Sorry for the delay in my response.

MemRegions can be viewed as the "name" or "location" of a piece of  
memory.  This is how GRExprEngine uses them, and it uses MemRegions to  
talk to StoreManager to reason about values bound to MemRegions.

MemRegion certainly can be repurposed by other clients, as  
MemRegionManager (which constructs MemRegion objects) doesn't rely on  
the rest of the path-sensitive engine.  MemRegions conceptually  
represent abstract chunks of memory.  For example, a VarRegion  
represents the memory associated with a given variable.  Regions can  
be layered on top of each other to represent field and array accesses,  
casts, and so forth.  MemRegions are constructing on demand by  
GRExprEngine when it evaluates casts, pointer decays, and so forth.   
MemRegions are uniqued by MemRegionManager.  For example, when you  
request the MemRegion for a given VarDecl, you will always get the  
same MemRegion*.

In your example above, I'm not certain if ID* symbols are the values  
bound to locations or the locations themselves.  If they are the  
locations, then you'd have:

   ID1 => VarRegion(ptr)
   ID2 => FieldRegion(VarRegion(temp), a)
   ID3 => FieldRegion(VarRegion(temp), b)

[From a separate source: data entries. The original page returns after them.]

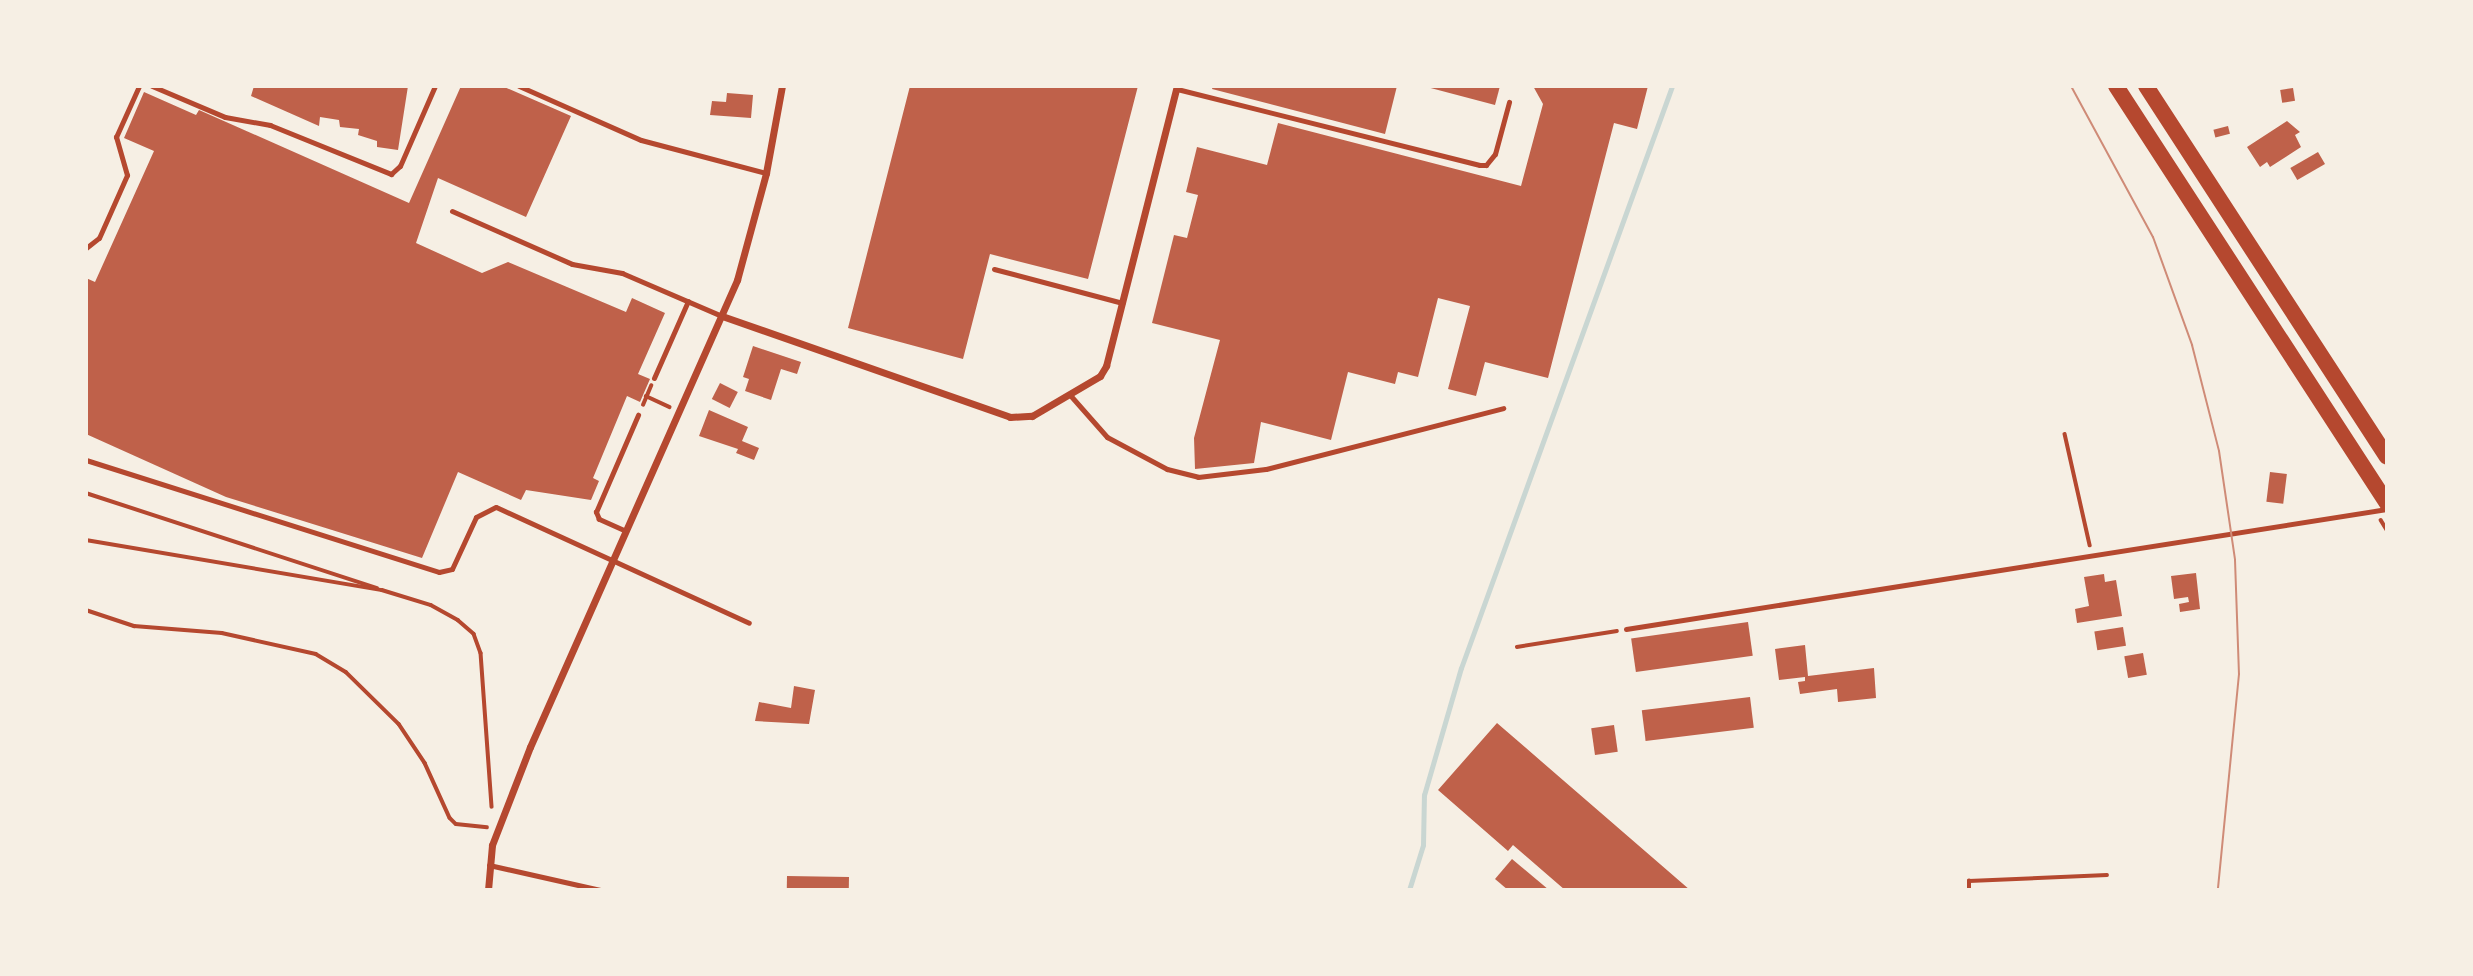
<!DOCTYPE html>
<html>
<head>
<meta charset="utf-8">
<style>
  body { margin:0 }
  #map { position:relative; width:2473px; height:976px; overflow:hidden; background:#f6efe4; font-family:"Playfair Display",serif }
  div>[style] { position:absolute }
  .stream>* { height:5px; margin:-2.5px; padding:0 2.5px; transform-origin:2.5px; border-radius:2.5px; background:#c9d6d2 }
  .building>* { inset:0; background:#bf614a; transform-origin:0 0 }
  .path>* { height:3.5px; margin:-1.75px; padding:0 1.75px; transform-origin:1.75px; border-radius:1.75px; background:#b5482f }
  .service>* { height:5px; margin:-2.5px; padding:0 2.5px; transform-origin:2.5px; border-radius:2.5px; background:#b5482f }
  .minor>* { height:7px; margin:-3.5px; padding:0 3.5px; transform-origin:3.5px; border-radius:3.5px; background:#b5482f }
  .primary>* { height:16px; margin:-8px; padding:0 8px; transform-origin:8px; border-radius:8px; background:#b5482f }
  .tram>* { height:2px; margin:-1px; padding:0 1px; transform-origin:1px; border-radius:1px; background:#cf8b77 }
  span { translate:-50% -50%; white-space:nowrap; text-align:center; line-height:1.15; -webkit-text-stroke:7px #f6efe4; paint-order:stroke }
  .frame { position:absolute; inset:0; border:88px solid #f6efe4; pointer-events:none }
</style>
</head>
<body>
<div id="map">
  <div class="stream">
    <div style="left:1409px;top:890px;width:47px;rotate:-72.7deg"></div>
    <div style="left:1423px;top:845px;width:50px;rotate:-88.9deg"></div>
    <div style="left:1424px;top:795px;width:132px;rotate:-73.8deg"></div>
    <div style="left:1461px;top:668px;width:619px;rotate:-70.07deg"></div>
  </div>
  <div class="building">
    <div style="clip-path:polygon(254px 86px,408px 86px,398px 150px,377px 147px,377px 141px,358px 135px,359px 129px,340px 127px,339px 120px,320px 117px,319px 126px,251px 96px)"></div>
    <div style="clip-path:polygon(461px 86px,502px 86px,571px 116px,526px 217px,438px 178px,416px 243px,482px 273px,508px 262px,626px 312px,632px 298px,665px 313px,638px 374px,650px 379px,640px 402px,627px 396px,593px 478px,599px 481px,591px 500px,526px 490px,521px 500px,458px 472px,422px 558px,226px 497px,86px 434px,86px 278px,95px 282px,154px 151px,124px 138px,144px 92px,196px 115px,199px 110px,409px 203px)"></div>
    <div style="clip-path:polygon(910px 86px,1138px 86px,1088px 279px,990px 254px,963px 359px,848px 328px)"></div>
    <div style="clip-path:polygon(1213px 86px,1397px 86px,1385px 134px,1212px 89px)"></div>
    <div style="clip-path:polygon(1423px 86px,1500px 86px,1495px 105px)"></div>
    <div style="clip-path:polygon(1533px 86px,1648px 86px,1637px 129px,1614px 123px,1548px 378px,1485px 362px,1476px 396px,1448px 389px,1470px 306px,1438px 298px,1418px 377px,1398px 372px,1395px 384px,1348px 372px,1331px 440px,1261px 422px,1254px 463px,1195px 469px,1194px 438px,1220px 340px,1152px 323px,1174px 235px,1187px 238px,1198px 195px,1186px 192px,1197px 147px,1267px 165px,1278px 123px,1521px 186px,1543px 104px)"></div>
    <div style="left:2293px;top:88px;width:13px;height:13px;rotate:81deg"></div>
    <div style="clip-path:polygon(727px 93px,753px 95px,751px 118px,710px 115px,712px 101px,726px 102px)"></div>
    <div style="clip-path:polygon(2287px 121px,2300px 132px,2295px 135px,2301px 147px,2270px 167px,2267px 162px,2260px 167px,2247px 147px)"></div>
    <div style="left:2228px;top:126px;width:8px;height:15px;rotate:76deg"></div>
    <div style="left:2318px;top:152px;width:14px;height:32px;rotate:60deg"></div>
    <div style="clip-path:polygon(753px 346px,801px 362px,797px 374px,781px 369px,771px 400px,745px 391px,749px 379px,743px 377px)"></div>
    <div style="left:720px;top:383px;width:20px;height:18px;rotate:27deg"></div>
    <div style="clip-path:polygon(709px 410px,748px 427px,742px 441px,759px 448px,754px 460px,736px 453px,738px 449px,699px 436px)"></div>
    <div style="left:2270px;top:472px;width:17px;height:30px;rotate:7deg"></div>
    <div style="clip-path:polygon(2196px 573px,2200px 609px,2180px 612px,2179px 604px,2189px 602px,2188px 597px,2174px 599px,2171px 576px)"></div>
    <div style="clip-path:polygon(2104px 574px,2105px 582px,2116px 580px,2122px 616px,2077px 623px,2075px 609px,2089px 606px,2084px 577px)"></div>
    <div style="left:1748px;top:622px;width:34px;height:118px;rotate:82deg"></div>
    <div style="left:2123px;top:627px;width:19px;height:29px;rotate:81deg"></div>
    <div style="clip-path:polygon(1805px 645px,1808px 676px,1874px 668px,1876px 698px,1838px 702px,1837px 689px,1800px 694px,1798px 682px,1805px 681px,1805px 677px,1779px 680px,1775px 649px)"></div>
    <div style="left:2143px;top:653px;width:22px;height:19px;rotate:80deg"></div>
    <div style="clip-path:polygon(794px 686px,815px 690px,809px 724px,755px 721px,759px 702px,791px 708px)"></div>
    <div style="left:1750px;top:697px;width:31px;height:109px;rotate:83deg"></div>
    <div style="clip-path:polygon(1497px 723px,1690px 890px,1565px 890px,1513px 845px,1508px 851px,1438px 790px)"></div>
    <div style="left:1614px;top:725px;width:27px;height:23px;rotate:82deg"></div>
    <div style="clip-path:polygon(1512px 859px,1549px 890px,1508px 890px,1495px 879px)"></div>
    <div style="left:787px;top:876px;width:62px;height:14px;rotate:1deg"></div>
  </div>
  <div class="path">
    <div style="left:646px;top:396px;width:26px;rotate:25deg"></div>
    <div style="left:643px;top:405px;width:21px;rotate:-67deg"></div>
    <div style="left:2065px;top:434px;width:114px;rotate:77.3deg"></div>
    <div style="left:86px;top:493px;width:306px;rotate:18.1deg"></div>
    <div style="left:2381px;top:520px;width:12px;rotate:59deg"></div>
    <div style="left:86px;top:540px;width:300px;rotate:9.6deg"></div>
    <div style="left:382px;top:590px;width:51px;rotate:17deg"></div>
    <div style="left:431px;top:605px;width:31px;rotate:29deg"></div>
    <div style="left:458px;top:620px;width:21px;rotate:41deg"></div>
    <div style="left:474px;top:634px;width:20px;rotate:70deg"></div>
    <div style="left:481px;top:653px;width:154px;rotate:85.9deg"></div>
    <div style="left:86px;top:610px;width:51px;rotate:18.4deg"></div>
    <div style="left:134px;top:626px;width:88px;rotate:4.5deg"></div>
    <div style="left:222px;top:633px;width:96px;rotate:12.6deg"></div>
    <div style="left:316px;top:654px;width:35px;rotate:31deg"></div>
    <div style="left:346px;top:672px;width:74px;rotate:44.5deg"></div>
    <div style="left:399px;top:724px;width:47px;rotate:56.3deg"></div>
    <div style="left:425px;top:763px;width:60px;rotate:65.6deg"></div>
    <div style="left:450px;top:818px;width:8px;rotate:45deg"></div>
    <div style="left:456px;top:824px;width:31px;rotate:6deg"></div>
    <div style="left:1517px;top:647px;width:101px;rotate:-9.1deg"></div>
    <div style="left:1969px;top:890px;width:9px;rotate:-90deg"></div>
    <div style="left:1969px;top:881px;width:138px;rotate:-2.5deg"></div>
  </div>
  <div class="service">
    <div style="left:152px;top:86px;width:79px;rotate:23deg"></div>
    <div style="left:225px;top:117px;width:46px;rotate:10.1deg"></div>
    <div style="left:270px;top:125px;width:131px;rotate:22deg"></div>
    <div style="left:391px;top:174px;width:12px;rotate:-42deg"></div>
    <div style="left:400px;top:166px;width:87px;rotate:-66.4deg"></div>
    <div style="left:519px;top:86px;width:133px;rotate:23.9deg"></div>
    <div style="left:641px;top:140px;width:129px;rotate:14.8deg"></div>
    <div style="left:1177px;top:89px;width:312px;rotate:14.1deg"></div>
    <div style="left:1480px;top:165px;width:6px"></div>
    <div style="left:1486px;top:165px;width:14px;rotate:-51deg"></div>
    <div style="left:1495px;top:154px;width:54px;rotate:-74.9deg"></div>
    <div style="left:452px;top:211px;width:131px;rotate:23.8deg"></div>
    <div style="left:572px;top:264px;width:51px;rotate:10.2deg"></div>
    <div style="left:622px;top:273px;width:109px;rotate:23.3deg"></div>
    <div style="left:86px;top:248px;width:16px;rotate:-38deg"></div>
    <div style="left:99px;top:238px;width:69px;rotate:-66deg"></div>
    <div style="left:127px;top:175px;width:40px;rotate:-106deg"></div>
    <div style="left:116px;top:137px;width:56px;rotate:-65.7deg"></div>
    <div style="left:994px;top:269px;width:133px;rotate:14.8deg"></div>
    <div style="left:654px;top:378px;width:84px;rotate:-66.2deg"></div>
    <div style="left:1070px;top:395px;width:56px;rotate:48.6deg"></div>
    <div style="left:1107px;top:437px;width:68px;rotate:28.1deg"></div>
    <div style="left:1167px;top:469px;width:32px;rotate:14deg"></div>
    <div style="left:1198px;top:477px;width:68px;rotate:-6.7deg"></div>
    <div style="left:1266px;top:469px;width:245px;rotate:-14.4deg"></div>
    <div style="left:86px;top:460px;width:370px;rotate:17.6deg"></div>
    <div style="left:439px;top:572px;width:13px;rotate:-13deg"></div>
    <div style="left:452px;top:569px;width:57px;rotate:-65.2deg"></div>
    <div style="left:476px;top:517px;width:22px;rotate:-27deg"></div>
    <div style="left:496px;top:507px;width:278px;rotate:24.6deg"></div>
    <div style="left:626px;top:531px;width:30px;rotate:-156deg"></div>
    <div style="left:599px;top:519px;width:8px;rotate:-113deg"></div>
    <div style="left:596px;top:512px;width:106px;rotate:-66.6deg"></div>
    <div style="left:1626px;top:629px;width:770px;rotate:-8.96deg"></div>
    <div style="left:489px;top:865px;width:114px;rotate:12.7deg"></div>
  </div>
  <div class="minor">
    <div style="left:722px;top:316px;width:305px;rotate:19.3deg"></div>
    <div style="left:1010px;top:417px;width:22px;rotate:-3deg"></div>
    <div style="left:1032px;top:416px;width:79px;rotate:-30.5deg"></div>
    <div style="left:1100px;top:376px;width:12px;rotate:-59deg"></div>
    <div style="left:1106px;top:366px;width:289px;rotate:-75.8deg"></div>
    <div style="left:488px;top:890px;width:45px;rotate:-84.9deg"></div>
    <div style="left:492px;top:845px;width:105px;rotate:-68.8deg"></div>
    <div style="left:530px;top:747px;width:511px;rotate:-66.09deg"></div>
    <div style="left:737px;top:280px;width:111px;rotate:-74.8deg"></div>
    <div style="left:766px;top:173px;width:88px;rotate:-79.6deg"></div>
  </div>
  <div class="primary">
    <div style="left:2116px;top:86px;width:498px;rotate:57deg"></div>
    <div style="left:2146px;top:86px;width:442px;rotate:57deg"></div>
  </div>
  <div class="tram">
    <div style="left:2071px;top:86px;width:172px;rotate:61.5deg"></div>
    <div style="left:2153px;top:237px;width:115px;rotate:70.1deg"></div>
    <div style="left:2192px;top:345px;width:109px;rotate:75.7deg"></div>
    <div style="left:2219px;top:451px;width:110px;rotate:81.6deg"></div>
    <div style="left:2235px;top:560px;width:114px;rotate:88deg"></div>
    <div style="left:2239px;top:674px;width:217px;rotate:95.6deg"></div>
  </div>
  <div class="frame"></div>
</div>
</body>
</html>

Now if ID* represent values, you're going to need something else  
besides MemRegions to keep track of location -> value bindings.  For  
example:

> *sink = ptr->b;   // function detects ID1 for ptr: expand to *sink =  
> (&temp)->b:

To get this reasoning, you need to keep track of the binding:

    VarRegion(ptr)  =>  VarRegion(temp)

which would cause the l-value of 'ptr->b' to evaluate to:

    FieldRegion(VarRegion(temp), b)

Then the r-value of 'ptr->b' expands to whatever value you track for  
the field 'b' of 'temp'.

In general, I'm not certain how much value flow logic you plan on  
implementing.  MemRegions themselves don't represent the values of  
expressions, but rather memory locations (which some expressions may  
evaluate to).  The path-sensitive engine uses SVals (short for  
"symbolic values") to represent what the symbolic result of evaluating  
an expression.  As you'll see, SVals can represent "locations" and  
"non-locations", and "locations" include MemRegions.

I guess it's not clear to me how much symbolic evaluation you plan on  
doing.  If your analysis isn't path-sensitive, how do plan on handling  
confluence points in the CFG (and loops)?

Ted